_Task goal_
Please set the lines down again exactly, from the top of the entries through the line that contains "position:absolute; left:12px; top:1892px;".

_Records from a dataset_
⁂
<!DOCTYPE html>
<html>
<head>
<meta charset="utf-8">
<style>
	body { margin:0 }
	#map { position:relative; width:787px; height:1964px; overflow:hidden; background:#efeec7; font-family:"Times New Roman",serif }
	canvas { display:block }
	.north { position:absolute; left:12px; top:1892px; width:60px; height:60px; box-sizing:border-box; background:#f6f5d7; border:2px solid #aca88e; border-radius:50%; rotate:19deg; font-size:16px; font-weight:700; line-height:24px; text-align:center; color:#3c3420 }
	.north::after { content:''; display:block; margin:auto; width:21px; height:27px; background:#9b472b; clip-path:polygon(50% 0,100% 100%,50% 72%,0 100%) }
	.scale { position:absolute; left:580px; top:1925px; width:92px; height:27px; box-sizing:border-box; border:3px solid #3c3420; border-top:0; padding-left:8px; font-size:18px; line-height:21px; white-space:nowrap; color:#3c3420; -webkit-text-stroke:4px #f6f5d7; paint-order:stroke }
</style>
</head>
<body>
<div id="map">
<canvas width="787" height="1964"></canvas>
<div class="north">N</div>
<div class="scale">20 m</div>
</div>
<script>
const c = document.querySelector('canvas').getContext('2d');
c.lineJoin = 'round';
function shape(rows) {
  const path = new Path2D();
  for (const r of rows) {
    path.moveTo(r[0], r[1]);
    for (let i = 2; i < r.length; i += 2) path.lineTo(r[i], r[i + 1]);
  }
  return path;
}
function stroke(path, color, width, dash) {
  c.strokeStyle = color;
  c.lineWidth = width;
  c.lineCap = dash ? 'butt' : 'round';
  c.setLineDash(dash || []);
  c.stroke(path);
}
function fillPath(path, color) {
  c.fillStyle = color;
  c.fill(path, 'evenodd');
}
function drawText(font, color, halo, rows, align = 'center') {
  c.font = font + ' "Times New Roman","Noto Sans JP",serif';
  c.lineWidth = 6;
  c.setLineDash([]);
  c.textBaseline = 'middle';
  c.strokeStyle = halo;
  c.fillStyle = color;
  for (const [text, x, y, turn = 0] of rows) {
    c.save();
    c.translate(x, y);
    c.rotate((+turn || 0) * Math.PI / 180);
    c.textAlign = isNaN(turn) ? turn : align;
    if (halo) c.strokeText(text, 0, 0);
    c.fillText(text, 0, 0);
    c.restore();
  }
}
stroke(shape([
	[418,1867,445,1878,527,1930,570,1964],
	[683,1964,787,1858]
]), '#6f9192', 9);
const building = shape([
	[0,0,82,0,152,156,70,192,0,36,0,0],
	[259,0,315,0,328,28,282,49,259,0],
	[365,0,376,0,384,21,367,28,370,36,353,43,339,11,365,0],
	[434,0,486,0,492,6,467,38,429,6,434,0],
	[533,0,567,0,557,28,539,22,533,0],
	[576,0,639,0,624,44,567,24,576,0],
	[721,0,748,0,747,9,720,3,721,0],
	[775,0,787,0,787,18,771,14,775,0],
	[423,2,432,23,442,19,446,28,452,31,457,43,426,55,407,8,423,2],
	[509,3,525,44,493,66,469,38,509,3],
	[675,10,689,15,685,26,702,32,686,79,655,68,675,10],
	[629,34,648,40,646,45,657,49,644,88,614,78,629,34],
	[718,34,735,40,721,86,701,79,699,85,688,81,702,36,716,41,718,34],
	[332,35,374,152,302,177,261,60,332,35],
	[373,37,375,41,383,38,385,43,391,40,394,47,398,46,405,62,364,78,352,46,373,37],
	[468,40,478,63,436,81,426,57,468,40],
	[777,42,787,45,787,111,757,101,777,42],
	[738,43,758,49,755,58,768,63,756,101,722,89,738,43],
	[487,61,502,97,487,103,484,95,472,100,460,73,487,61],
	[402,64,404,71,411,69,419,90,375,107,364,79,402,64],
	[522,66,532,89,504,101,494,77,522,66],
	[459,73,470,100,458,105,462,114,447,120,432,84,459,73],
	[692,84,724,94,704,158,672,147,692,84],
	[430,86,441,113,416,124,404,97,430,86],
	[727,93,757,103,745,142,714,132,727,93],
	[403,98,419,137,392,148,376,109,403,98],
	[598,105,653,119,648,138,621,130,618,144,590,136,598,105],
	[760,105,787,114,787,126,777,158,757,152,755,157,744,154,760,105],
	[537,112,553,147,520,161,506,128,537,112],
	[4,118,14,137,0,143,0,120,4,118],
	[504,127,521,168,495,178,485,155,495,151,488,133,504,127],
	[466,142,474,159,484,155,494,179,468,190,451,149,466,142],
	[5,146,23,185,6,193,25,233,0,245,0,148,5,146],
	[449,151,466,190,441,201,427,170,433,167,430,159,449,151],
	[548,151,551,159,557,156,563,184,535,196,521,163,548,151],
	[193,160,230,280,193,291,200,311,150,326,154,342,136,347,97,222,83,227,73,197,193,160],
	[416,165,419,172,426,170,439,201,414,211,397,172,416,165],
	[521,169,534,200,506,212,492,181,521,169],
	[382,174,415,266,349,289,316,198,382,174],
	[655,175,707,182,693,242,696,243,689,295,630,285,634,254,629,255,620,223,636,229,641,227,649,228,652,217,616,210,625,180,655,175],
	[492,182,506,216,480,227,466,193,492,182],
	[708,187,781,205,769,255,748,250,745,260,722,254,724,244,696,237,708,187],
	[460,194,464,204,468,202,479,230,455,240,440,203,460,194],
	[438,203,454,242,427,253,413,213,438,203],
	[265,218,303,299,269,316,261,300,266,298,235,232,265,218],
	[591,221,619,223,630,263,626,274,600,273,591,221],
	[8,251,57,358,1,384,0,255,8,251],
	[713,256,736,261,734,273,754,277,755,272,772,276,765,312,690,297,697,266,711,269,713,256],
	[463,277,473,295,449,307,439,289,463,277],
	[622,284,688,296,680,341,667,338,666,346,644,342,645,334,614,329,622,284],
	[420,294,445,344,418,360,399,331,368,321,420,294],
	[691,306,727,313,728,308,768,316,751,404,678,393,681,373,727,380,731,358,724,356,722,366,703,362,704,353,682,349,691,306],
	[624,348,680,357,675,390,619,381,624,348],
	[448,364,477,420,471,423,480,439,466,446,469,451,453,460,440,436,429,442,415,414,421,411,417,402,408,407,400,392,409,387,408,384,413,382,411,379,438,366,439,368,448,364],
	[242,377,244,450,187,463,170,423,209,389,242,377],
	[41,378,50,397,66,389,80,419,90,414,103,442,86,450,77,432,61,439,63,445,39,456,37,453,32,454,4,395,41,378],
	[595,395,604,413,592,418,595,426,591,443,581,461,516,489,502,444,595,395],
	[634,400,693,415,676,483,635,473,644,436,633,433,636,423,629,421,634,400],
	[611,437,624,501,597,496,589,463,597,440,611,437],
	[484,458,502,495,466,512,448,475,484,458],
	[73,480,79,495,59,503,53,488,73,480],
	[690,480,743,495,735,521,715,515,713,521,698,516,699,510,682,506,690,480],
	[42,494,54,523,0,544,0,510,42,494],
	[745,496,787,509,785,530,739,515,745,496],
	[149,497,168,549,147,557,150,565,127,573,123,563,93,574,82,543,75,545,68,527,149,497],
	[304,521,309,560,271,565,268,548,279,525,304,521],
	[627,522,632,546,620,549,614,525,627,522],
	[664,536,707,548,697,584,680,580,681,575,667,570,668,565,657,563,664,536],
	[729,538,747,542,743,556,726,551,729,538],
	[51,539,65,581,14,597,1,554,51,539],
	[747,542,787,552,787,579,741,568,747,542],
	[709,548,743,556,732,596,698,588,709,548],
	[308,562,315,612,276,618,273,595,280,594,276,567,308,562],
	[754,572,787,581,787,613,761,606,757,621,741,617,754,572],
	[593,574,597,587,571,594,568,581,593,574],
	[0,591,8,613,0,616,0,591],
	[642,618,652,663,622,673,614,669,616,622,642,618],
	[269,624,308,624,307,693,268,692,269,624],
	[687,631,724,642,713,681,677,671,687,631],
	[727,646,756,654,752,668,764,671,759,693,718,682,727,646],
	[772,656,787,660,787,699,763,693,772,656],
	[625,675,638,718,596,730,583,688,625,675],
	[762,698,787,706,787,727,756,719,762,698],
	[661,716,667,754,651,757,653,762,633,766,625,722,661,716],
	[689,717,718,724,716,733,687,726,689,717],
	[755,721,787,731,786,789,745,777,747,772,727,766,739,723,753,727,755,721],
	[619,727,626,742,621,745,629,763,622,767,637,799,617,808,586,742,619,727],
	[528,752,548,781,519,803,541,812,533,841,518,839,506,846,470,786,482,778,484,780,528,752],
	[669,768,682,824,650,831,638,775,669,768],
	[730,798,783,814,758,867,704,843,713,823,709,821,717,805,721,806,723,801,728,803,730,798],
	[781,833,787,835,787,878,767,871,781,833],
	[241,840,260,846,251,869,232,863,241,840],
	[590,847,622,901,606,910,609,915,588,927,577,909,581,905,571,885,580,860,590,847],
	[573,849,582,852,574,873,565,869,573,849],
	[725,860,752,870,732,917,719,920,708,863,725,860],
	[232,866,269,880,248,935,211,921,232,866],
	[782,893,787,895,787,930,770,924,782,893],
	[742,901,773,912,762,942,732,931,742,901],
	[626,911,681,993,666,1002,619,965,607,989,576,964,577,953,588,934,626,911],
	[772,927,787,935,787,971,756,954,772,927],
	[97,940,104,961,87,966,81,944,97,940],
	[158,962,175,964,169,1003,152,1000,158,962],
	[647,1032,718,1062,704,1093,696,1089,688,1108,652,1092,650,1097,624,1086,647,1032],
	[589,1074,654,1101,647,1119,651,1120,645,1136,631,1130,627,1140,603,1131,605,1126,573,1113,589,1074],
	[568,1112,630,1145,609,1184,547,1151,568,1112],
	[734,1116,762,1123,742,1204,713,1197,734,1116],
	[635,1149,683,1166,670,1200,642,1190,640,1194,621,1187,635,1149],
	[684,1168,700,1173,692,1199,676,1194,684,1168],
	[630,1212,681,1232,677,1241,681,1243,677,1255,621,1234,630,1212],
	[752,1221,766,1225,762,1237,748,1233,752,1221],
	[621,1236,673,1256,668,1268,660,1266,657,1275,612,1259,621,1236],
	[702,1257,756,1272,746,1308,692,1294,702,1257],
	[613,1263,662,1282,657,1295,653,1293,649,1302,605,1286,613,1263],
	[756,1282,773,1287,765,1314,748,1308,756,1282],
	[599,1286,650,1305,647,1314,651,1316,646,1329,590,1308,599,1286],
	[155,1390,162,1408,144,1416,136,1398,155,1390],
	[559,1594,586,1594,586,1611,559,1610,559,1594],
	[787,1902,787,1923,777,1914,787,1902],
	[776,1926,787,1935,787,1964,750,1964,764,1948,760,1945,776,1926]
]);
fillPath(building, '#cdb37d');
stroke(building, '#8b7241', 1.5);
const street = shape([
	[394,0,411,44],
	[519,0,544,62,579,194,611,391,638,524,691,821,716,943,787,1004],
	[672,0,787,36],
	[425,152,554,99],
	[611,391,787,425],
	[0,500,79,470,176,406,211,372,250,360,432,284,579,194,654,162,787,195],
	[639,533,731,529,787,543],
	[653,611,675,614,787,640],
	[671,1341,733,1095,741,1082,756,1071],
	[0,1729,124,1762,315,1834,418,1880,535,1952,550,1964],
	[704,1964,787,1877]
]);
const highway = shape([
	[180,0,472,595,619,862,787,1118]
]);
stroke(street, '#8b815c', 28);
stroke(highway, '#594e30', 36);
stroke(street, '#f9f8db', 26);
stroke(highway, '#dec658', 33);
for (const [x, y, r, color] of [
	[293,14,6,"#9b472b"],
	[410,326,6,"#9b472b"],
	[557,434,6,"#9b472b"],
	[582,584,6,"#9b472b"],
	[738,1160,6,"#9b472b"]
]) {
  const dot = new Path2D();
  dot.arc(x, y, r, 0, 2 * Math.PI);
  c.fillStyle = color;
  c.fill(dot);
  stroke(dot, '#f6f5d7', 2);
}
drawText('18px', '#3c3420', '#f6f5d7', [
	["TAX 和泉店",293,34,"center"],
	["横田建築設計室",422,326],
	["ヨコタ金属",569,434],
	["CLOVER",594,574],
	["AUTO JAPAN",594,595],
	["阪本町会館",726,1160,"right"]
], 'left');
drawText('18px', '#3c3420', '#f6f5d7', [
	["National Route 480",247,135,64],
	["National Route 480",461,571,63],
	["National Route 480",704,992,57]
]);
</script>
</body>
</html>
⁂
_Expected answer_
<!DOCTYPE html>
<html>
<head>
<meta charset="utf-8">
<style>
	body { margin:0 }
	#map { position:relative; width:787px; height:1964px; overflow:hidden; background:#efeec7; font-family:"Times New Roman",serif }
	canvas { display:block }
	.north { position:absolute; left:12px; top:1892px; width:60px; height:60px; box-sizing:border-box; background:#f6f5d7; border:2px solid #aca88e; border-radius:50%; rotate:19deg; font-size:16px; font-weight:700; line-height:24px; text-align:center; color:#3c3420 }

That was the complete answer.